The other day someone asked me if so and so was cultured. That was a poser; especially since it came from one whom I respect highly, and concerned one for whom I have a great affection. I couldn't answer the question, because the word has been so badly misused that my notions of culture are about as hazy as those of the average person. Somehow we associate culture with the girl who has learned a few tricks at finishing school, or a professor with horn-rimmed spectacles, or anyone who can review the latest best seller for the Ladies Aid. They may all be cultured, and then again they may not. In other words we cannot always sometimes tell, if we judge only by externals. It is a spiritual quality--meaning it is characteristic of the inner self. Well, how do we get that way? It is the enlightenment and discipline acquired by mental and moral training. Naturally it is a relative term; and so everybody is more or less cultured. The distortions come when we try to apply it to our social customs. In the true sense, however, I can think of many inconspicuous people of refinement, who would make good companions on a deserted island, but who would be a total loss among the blue bloods. Yes, my friend, so and so, was cultured.
Did you read Dr. Clendening's syndicated article a few night's ago on the passing of his 140 year old dog. I have often wondered why a dog, more than any other, is the friend of man. Kipling wondered too, and wrote "The Cat Who Walks by Himself". Dogs can be useful in a physical sense, like the horse or cow; but no other animal can claim a right to exist for the benefit of man on the sole basis of friendship, as can a dog. A lot of you will say you prefer some other pet. But be truthful and admit some personal vanity influences your preference. A caged canary may brighten up a living room, but does the bird care two whoops for you? A cat can be a close rival, but at the best they are conceited, independent beasts. Now I am not claiming that the world was created for the sole benefit of mankind; other forms of life were created for their own sakes, I suppose. But there is an interdependence between man and the lower forms of life, at least insofar as domesticated animals and plants are concerned. Nature tells big fish to eat little fish, or starve; and man is not one mite better than a jellyfish in that respect. So man, who is self-conscious, attempts to justify his sense of superiority, and says "I alone have spiritual qualities". Then he looks into the devoted eyes of his purp, and wonders some more.

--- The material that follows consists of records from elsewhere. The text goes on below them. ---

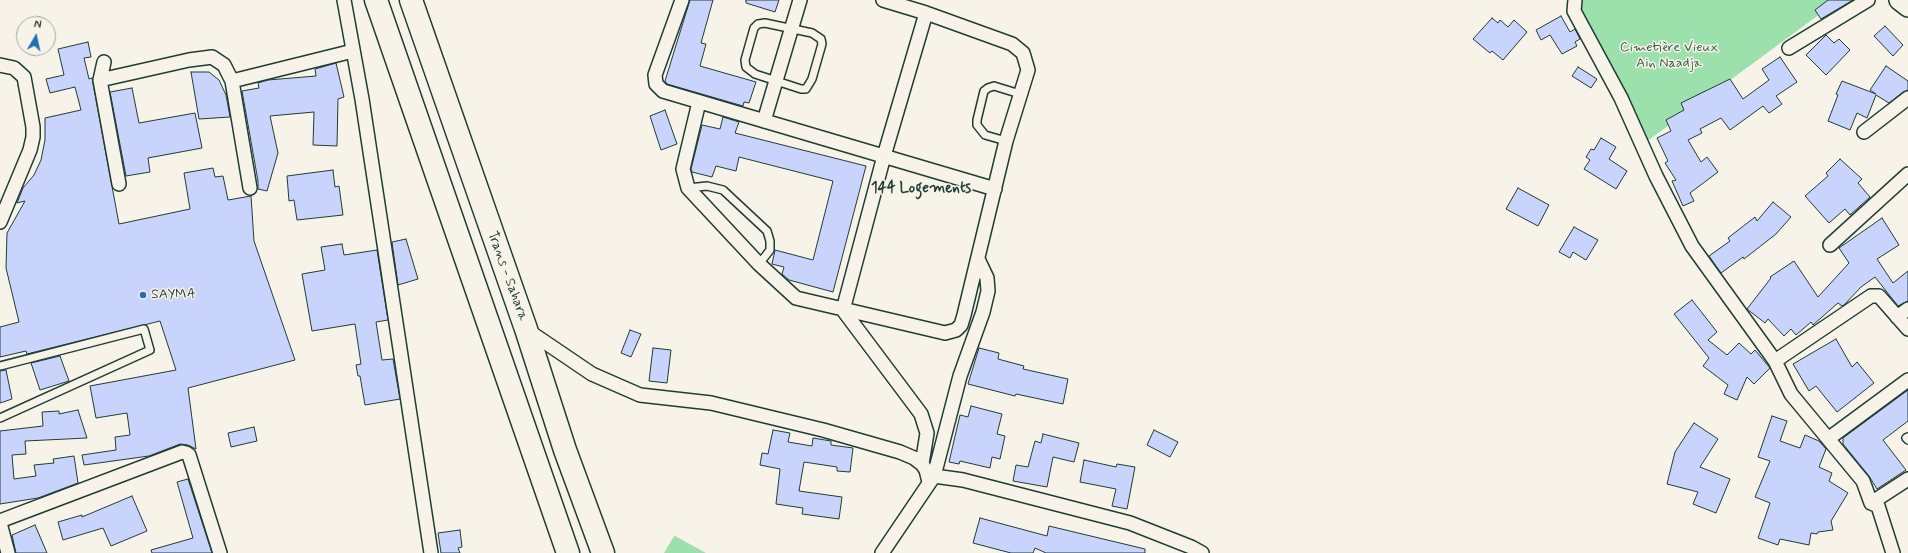 <!DOCTYPE html>
<html>
<head>
<meta charset="utf-8">
<style>
  body { margin:0 }
  #map { position:relative; width:1908px; height:553px; overflow:hidden; background:#f7f3e8; font-family:Mynerve,sans-serif }
  canvas { display:block }
  .north { position:absolute; left:16px; top:16px; width:40px; height:40px; box-sizing:border-box; background:#f7f3e8; border:1px solid #a1aaa0; border-radius:50%; rotate:9deg; font-size:11px; font-weight:700; line-height:16px; text-align:center; color:#1f3d34 }
  .north::after { content:''; display:block; margin:auto; width:14px; height:18px; background:#1f6fb2; clip-path:polygon(50% 0,100% 100%,50% 72%,0 100%) }
</style>
</head>
<body>
<div id="map">
<canvas width="1908" height="553"></canvas>
<div class="north">N</div>
</div>
<script>
const c = document.querySelector('canvas').getContext('2d');
c.lineJoin = 'round';
function paint(path, color) { c.fillStyle = color; c.fill(path, 'evenodd'); }
const poly = rows => new Path2D(rows.map(r => 'M' + r).join(''));
function trace(path, color, width, dash) { c.strokeStyle = color; c.lineWidth = width; c.lineCap = dash ? 'butt' : 'round'; c.setLineDash(dash || []); c.stroke(path); }
function write(font, color, halo, rows, align = 'center') {
  c.font = font + ' Mynerve,sans-serif'; c.lineWidth = 3; c.setLineDash([]); c.textBaseline = 'middle'; c.strokeStyle = halo; c.fillStyle = color; for (const [text, x, y, turn = 0] of rows) {
    c.save(); c.translate(x, y); c.rotate((+turn || 0) * Math.PI / 180); c.textAlign = isNaN(turn) ? turn : align; if (halo) c.strokeText(text, 0, 0); c.fillText(text, 0, 0); c.restore();
  }
}
paint(poly([
  [1580,0,1839,0,1646,142,1613,68,1579,6],
  [674,536,675,536,706,553,664,553]
]), '#9ce0ac');
const building = poly([
  [690,0,713,0,701,43,706,44,700,66,756,82,749,103,744,102,743,106,667,84,665,81,690,0],
  [746,0,779,0,775,12,746,3,746,0],
  [1828,0,1853,0,1821,19,1815,10,1828,0],
  [1561,16,1570,32,1575,29,1580,39,1575,42,1577,46,1562,54,1550,35,1541,40,1536,30,1561,16],
  [1492,18,1498,23,1500,20,1508,27,1514,20,1527,32,1503,60,1492,51,1490,53,1473,39,1492,18],
  [1885,26,1903,45,1893,56,1874,36,1885,26],
  [1826,35,1834,43,1839,39,1850,50,1826,75,1806,55,1826,35],
  [88,42,91,57,84,58,89,79,92,78,119,224,190,209,184,173,213,168,215,177,223,176,228,200,251,196,254,241,295,360,188,388,196,449,188,445,180,444,149,456,84,465,82,455,116,450,115,437,130,435,127,413,96,418,90,386,176,370,160,321,27,354,26,351,0,357,0,327,19,322,6,268,7,233,25,201,17,203,23,188,34,175,41,160,45,140,45,118,81,110,75,87,50,93,46,79,64,75,58,49,88,42],
  [1780,57,1797,82,1776,96,1782,104,1769,113,1763,106,1730,130,1721,118,1700,129,1702,133,1688,140,1701,162,1707,157,1718,172,1690,193,1694,201,1683,206,1672,181,1676,180,1665,163,1668,161,1657,138,1671,131,1666,120,1684,110,1681,103,1730,79,1743,99,1769,80,1762,69,1780,57],
  [336,63,344,97,338,99,337,146,313,145,314,112,270,116,278,153,267,191,258,189,258,181,242,91,259,88,258,83,268,80,316,76,315,69,336,63],
  [1886,66,1908,81,1908,90,1903,92,1889,103,1876,95,1867,118,1857,113,1850,130,1828,121,1838,95,1836,94,1842,81,1876,94,1870,90,1886,66],
  [1578,67,1597,79,1591,88,1572,76,1578,67],
  [191,72,209,72,219,80,226,95,230,117,199,119,191,72],
  [132,88,139,123,195,113,202,148,148,158,150,172,126,176,110,92,132,88],
  [665,110,677,144,661,150,650,116,665,110],
  [723,117,739,122,735,133,866,166,833,292,789,280,782,274,784,267,772,264,775,250,813,260,833,181,739,157,736,171,716,166,712,177,692,172,691,169,702,125,720,129,723,117],
  [1601,138,1616,147,1609,159,1627,171,1616,189,1584,169,1590,160,1586,157,1591,149,1594,150,1601,138],
  [1840,159,1862,179,1858,183,1870,197,1850,215,1845,209,1829,223,1805,196,1828,176,1826,173,1840,159],
  [333,170,335,187,339,186,343,215,297,220,294,200,289,201,287,176,333,170],
  [1518,188,1549,205,1538,226,1506,209,1518,188],
  [1773,202,1791,217,1776,234,1744,259,1743,257,1721,273,1709,256,1730,241,1728,238,1755,217,1757,221,1773,202],
  [1882,218,1899,245,1877,259,1893,283,1908,271,1908,301,1898,306,1875,277,1861,287,1844,305,1842,306,1838,303,1813,325,1811,322,1796,335,1791,329,1784,336,1768,319,1765,323,1747,309,1771,278,1770,277,1794,261,1818,297,1849,263,1839,248,1882,218],
  [1574,227,1598,240,1586,260,1573,252,1570,258,1559,252,1574,227],
  [406,239,418,279,398,285,392,242,406,239],
  [342,244,344,255,377,250,388,320,376,322,382,360,393,359,400,399,365,405,360,376,358,376,356,365,361,364,355,324,312,331,302,274,325,270,321,247,342,244],
  [1692,300,1717,332,1708,340,1727,355,1739,343,1751,354,1755,350,1770,368,1754,384,1747,377,1737,400,1724,394,1728,385,1703,366,1709,358,1674,314,1692,300],
  [630,330,641,334,631,357,621,353,630,330],
  [1836,339,1852,367,1857,362,1874,383,1837,412,1816,386,1809,391,1793,364,1836,339],
  [653,348,671,350,667,383,649,381,653,348],
  [979,348,999,353,998,359,1024,366,1023,369,1068,379,1063,404,1016,394,1015,396,968,384,979,348],
  [60,356,69,381,40,390,31,363,60,356],
  [6,370,12,399,0,403,0,371,6,370],
  [1908,390,1908,421,1883,440,1906,470,1877,489,1869,476,1843,444,1843,438,1908,390],
  [971,406,1002,414,997,434,1005,436,1000,459,992,457,990,468,960,461,959,464,949,462,960,415,968,417,971,406],
  [78,410,87,438,25,441,26,454,12,455,14,479,36,476,34,465,54,463,53,459,74,456,78,483,38,498,0,504,0,431,43,426,42,412,59,411,59,414,78,410],
  [1772,416,1787,421,1780,441,1800,448,1805,435,1819,441,1826,449,1819,467,1832,473,1829,481,1848,493,1831,521,1833,530,1818,532,1817,534,1811,533,1809,545,1780,539,1778,545,1758,538,1770,503,1755,497,1770,461,1758,457,1772,416],
  [1694,423,1718,439,1700,467,1730,479,1716,513,1693,504,1698,492,1667,484,1675,452,1694,423],
  [254,427,257,441,231,447,228,433,254,427],
  [773,430,790,433,788,442,812,446,813,438,831,441,831,445,853,448,850,472,837,471,837,467,804,462,799,491,842,497,839,519,802,514,803,508,776,504,780,469,760,465,762,453,768,454,773,430],
  [1154,430,1178,442,1170,457,1147,445,1154,430],
  [1043,434,1079,443,1074,462,1053,457,1047,487,1013,481,1016,465,1028,467,1035,441,1041,443,1043,434],
  [1084,460,1116,467,1117,464,1135,467,1127,509,1112,506,1116,489,1080,482,1084,460],
  [188,479,212,553,152,553,151,550,193,538,177,482,188,479],
  [132,496,147,531,111,546,103,528,63,540,58,522,82,515,82,517,132,496],
  [980,518,1047,536,1049,526,1145,549,1145,553,1046,553,1035,548,1033,553,1011,553,973,543,980,518],
  [35,525,47,553,16,553,12,535,35,525],
  [460,530,462,547,458,548,460,553,441,553,438,533,460,530]
]);
paint(building, '#c9d4fc');
trace(building, '#1f3d34', 1);
const lane = poly([
  [765,23,812,33,821,39,822,44,812,79,806,89,801,89,755,74,746,67,745,60,754,28,758,24,765,23],
  [1006,141,985,135,977,125,977,120,984,91,988,88,994,86,1020,94],
  [688,188,707,186,723,190,767,231,770,241,770,250,759,264],
  [0,366,144,329,150,350,0,418],
  [1908,437,1906,438,1908,440]
]);
const street = poly([
  [344,0,362,99,431,553],
  [682,0,655,75,656,84,663,91,995,189],
  [1575,0,1574,11,1621,98,1656,176,1692,246,1775,361,1791,394,1863,481,1871,503,1878,506,1893,553],
  [1789,48,1868,0],
  [104,62,100,80,119,184],
  [0,65,14,68,24,77,33,127,33,137,30,150,0,222],
  [100,80,189,60,212,57,224,65,232,81,250,188],
  [232,81,353,51],
  [699,102,683,169,688,188,759,264,796,298,945,333,956,330,961,325,964,315,1006,141,1028,70,1023,53,1012,44,926,13,883,0],
  [764,121,800,0],
  [1864,132,1908,98],
  [1830,245,1908,174],
  [1897,317,1908,309],
  [527,330,592,374,640,395,711,403,823,430,900,452,914,458,922,464,926,470,929,482],
  [1775,361,1871,296,1879,296,1908,329],
  [1828,439,1908,380],
  [922,464,927,433,921,414,843,310,884,156,926,13],
  [934,476,960,376,983,312,988,291,987,278,978,259],
  [1871,503,1908,479],
  [0,521,182,452,186,453,189,455,220,553],
  [0,523,8,553],
  [882,553,934,476,963,480,1130,523,1191,547,1202,553]
]);
const secondary = poly([
  [1899,0,1908,7]
]);
const highway = poly([
  [376,0,568,553],
  [411,0,526,329,565,450,603,553]
]);
trace(lane, '#1f3d34', 10);
trace(street, '#1f3d34', 16);
trace(secondary, '#1f3d34', 22);
trace(highway, '#1f3d34', 25);
trace(lane, '#f7f3e8', 7);
trace(street, '#f7f3e8', 13);
trace(secondary, '#f7f3e8', 19);
trace(highway, '#f7f3e8', 22);
for (const [x, y, r, color] of [
  [143,295,4,"#1f6fb2"]
]) { const dot = new Path2D(); dot.arc(x, y, r, 0, 2 * Math.PI); c.fillStyle = color; c.fill(dot); trace(dot, '#f7f3e8', 1.5); }
write('14px', '#385e4c', '#f7f3e8', [
  ["Cimetière Vieux",1669,48],
  ["Ain Naadja",1669,64]
]);
write('14px', '#1f3d34', '#f7f3e8', [
  ["Trans - Sahara",507,276,70]
]);
write('14px', '#1f3d34', '#f7f3e8', [
  ["SAYMA",151,295]
], 'left');
write('bold 15px', '#1f3d34', '#f7f3e8', [
  ["144 Logements",921,189]
]);
</script>
</body>
</html>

Here in Hamilton we hear a lot about bees. We are proud of being the center of a world-wide enterprise. I was going to say industry, but it is so related to agriculture that someone else will have to classify it for me. I have watched a beekeeper in action and have marvelled at his skill in exploiting the instincts of remarkable insects. The habits of a bee are much more fascinating than those of a cow, for instance, but both are typical of mans everlasting endeavor to improve on the gifts of Providence. And by these means we measure human progress, and realize how much more there is to accomplish. However, I'm getting off the track. What I am trying to lead up to is the fact that we are frequently urged to emulate the bee. If we are as "busy as a bee" we feel elated, and self-satisfied. But actually we never get that way; when the nectar is plentiful, the bee has an inordinate passion for work which drives him like mad to bring in the largest quantity his strength permits without any regard to the necessity. This single-track passion results in a worn out bee. But, you say, they exhibit the essence of cooperation, and every one performs its assigned task for the good of the tribe without stint. (Always excepting the drones). What is the reward for this self-effacement? When they are too worn out for work, they get kicked out of the hive. Thank goodness I'm not a bee, nor living in Russia.